You have had a lot of contact with musicians in your life. Does music play a role in your work?

Music plays a big role in my life, it has always touched me, opened my eyes, and brought me a lot of joy. I’m very fortunate to have musician friends and access into this creative world. It’s so uplifting and wonderful. Nevertheless, I have not yet consciously dealt with any piece of music in my work. Most of the time I listen to music by intensely. I completely immerse in the music. I never listen to music during the initial phase of a work, only later maybe when I am doing simple manual labor. Very rarely do I find a piece that has the right mood to accompany me the whole time with an object.
But I have made drawings in collaboration with musicians. Last year drawings on various types of paper depicting fire and water for a musician to help him explain his composition. It is an inspiring extension to deal with requests that would not primarily arise as a topic within myself but then lead to fruitful work and cooperation. As already mentioned, the same applies to commissioned work.

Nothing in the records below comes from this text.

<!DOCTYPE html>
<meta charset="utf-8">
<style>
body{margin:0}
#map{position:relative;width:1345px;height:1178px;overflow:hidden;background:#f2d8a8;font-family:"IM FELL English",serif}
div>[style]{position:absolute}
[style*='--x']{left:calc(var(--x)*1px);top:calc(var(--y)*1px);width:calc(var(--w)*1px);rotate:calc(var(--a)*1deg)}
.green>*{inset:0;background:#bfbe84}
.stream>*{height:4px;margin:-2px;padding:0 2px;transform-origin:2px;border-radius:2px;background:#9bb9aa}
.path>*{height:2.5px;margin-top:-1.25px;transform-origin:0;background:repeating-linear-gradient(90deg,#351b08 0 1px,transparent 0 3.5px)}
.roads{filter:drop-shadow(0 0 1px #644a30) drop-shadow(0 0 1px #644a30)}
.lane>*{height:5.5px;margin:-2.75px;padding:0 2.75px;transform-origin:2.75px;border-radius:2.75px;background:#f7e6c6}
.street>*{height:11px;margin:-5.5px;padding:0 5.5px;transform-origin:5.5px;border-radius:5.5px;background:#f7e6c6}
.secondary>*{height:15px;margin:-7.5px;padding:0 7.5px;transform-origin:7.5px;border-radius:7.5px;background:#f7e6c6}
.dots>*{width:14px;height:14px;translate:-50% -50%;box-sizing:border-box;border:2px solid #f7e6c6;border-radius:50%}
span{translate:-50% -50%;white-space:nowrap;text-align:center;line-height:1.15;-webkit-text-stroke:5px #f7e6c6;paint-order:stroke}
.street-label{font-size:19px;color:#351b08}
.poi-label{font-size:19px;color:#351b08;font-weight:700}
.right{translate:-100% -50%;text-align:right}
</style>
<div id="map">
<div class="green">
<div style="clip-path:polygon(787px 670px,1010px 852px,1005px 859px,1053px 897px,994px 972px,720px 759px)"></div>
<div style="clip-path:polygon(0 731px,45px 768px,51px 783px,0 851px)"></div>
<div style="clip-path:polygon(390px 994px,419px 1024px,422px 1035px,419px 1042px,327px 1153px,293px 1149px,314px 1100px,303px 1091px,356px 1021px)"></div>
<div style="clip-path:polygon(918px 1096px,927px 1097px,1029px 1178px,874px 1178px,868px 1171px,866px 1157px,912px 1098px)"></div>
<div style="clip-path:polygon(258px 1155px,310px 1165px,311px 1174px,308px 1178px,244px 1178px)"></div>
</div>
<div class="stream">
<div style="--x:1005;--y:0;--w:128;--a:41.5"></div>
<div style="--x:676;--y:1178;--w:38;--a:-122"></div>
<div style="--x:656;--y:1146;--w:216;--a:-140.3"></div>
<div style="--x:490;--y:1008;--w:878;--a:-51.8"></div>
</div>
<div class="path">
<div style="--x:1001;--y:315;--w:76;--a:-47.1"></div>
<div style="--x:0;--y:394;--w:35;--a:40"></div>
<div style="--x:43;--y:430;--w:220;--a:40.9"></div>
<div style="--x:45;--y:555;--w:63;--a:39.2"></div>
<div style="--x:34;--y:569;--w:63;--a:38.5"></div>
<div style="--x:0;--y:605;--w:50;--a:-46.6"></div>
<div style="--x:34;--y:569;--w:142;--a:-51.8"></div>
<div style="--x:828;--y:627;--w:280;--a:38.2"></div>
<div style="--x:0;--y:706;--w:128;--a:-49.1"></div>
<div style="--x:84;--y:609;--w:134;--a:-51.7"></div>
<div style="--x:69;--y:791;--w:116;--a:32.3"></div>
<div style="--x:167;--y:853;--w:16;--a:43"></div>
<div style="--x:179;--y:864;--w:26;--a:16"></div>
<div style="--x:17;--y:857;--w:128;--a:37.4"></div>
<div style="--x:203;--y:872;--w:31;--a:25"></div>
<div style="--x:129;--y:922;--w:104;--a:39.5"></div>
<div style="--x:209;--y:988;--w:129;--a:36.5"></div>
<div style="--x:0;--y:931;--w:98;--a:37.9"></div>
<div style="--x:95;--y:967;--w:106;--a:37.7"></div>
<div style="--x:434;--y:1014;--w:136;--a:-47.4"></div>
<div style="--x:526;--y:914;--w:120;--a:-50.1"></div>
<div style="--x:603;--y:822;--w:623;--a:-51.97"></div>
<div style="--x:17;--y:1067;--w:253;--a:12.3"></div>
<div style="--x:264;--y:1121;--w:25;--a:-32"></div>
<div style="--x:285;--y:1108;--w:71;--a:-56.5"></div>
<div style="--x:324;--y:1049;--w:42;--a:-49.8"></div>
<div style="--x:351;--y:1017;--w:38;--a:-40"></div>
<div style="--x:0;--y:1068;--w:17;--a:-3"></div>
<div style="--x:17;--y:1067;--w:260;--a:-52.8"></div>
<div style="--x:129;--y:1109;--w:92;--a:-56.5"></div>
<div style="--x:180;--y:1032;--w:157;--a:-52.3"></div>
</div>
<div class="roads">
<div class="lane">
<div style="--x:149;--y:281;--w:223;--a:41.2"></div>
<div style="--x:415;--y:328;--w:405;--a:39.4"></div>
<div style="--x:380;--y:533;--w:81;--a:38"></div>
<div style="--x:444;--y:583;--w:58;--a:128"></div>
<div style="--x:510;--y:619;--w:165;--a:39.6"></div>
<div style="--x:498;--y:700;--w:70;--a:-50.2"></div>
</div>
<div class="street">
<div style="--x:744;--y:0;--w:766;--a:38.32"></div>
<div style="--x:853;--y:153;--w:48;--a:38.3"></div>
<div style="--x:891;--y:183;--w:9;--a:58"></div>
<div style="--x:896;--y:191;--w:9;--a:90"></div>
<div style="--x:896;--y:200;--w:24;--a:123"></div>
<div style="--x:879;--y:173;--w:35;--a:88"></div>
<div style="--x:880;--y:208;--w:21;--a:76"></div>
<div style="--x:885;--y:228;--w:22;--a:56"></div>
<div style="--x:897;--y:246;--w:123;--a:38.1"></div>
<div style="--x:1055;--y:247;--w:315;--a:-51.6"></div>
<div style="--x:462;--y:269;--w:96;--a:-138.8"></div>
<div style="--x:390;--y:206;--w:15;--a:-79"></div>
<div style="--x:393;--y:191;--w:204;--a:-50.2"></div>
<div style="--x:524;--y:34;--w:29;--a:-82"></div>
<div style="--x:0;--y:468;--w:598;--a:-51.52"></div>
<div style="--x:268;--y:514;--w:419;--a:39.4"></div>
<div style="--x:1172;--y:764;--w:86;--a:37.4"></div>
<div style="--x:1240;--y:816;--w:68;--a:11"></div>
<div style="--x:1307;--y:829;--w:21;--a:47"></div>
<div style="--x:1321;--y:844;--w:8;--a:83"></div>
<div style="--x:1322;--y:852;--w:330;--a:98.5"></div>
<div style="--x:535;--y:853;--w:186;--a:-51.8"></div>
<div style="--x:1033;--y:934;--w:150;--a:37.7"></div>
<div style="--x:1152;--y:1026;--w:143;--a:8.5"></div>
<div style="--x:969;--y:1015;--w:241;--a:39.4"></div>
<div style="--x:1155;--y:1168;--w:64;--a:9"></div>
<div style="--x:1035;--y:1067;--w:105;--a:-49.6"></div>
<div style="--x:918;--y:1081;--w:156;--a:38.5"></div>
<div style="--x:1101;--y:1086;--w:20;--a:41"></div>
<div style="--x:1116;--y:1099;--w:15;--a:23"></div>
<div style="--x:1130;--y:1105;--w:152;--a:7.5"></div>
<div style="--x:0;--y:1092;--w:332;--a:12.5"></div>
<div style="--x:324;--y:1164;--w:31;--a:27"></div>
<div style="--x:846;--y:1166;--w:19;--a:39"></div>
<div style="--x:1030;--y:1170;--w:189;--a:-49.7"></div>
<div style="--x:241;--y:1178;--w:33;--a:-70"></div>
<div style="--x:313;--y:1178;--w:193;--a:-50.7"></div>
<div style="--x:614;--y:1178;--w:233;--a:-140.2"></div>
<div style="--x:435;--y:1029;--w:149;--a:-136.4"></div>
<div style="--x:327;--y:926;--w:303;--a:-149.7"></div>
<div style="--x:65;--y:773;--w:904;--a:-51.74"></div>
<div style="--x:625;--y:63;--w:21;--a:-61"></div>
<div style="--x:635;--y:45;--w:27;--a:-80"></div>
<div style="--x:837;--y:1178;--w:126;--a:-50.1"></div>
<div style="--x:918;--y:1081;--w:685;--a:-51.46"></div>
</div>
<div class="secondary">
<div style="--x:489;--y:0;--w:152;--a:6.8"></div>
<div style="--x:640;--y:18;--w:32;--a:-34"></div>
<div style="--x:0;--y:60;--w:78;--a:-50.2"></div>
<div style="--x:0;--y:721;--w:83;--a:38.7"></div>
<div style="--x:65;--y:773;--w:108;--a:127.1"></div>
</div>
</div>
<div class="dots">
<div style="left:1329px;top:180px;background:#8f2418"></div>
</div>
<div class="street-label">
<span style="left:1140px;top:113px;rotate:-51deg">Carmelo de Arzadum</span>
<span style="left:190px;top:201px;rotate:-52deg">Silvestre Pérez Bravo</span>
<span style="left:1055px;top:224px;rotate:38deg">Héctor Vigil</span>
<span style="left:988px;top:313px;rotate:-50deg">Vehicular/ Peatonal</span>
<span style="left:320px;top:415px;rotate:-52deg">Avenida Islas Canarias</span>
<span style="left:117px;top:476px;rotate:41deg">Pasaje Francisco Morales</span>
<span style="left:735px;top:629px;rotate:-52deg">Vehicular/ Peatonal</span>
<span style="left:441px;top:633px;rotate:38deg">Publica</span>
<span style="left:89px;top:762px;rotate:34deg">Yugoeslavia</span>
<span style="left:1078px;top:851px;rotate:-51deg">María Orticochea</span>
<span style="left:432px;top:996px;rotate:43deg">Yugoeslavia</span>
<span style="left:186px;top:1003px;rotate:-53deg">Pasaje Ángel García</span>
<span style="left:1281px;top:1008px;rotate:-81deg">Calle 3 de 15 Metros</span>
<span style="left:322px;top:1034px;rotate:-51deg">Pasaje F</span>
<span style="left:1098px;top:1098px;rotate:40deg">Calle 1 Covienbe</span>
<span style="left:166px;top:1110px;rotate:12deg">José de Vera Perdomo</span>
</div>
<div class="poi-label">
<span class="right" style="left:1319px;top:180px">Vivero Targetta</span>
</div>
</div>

What are you currently working on and what are your plans for 2023?

I do not enjoy speaking about my unfinished projects, because they are always in flux, and this is something magical that should only be mentioned when it is done. I guess I am superstitious. Nevertheless, I will be doing a few things I can mention:
First, tidying up the workshop and sorting it out needs to be done, a tedious task that I don’t really like doing. Then patinate unfinished bronzes and combine them with other materials, which is often quite complicated, for instance Arche Solaris. A bronze mask rising from iron nails. Tackling a large sculpture commission for a yoga studio. Drawing the sequence of the mukabele. Develop moon pictures for the composer and organist Hans Peter Schulz. In addition to creative artistic work, there is a whole lot else that fills my days, for instance bodywork, meditation and spinning dance. Then there is everyday life and the big house, almost completely renovated but still full of work and the 1200 sqm garden with greenhouse and vegetable beds.
Oh yes, and there seems to be a break from figurative to more abstract forms coming up, or even better yet , a more delicate and less focused aspect of the human figure, who knows.

Dear Danielle, it’s quite difficult to talk about myself and my work, I prefer speaking about cooking and heaven. But for that very reason, thank you very much for your questions and your attention.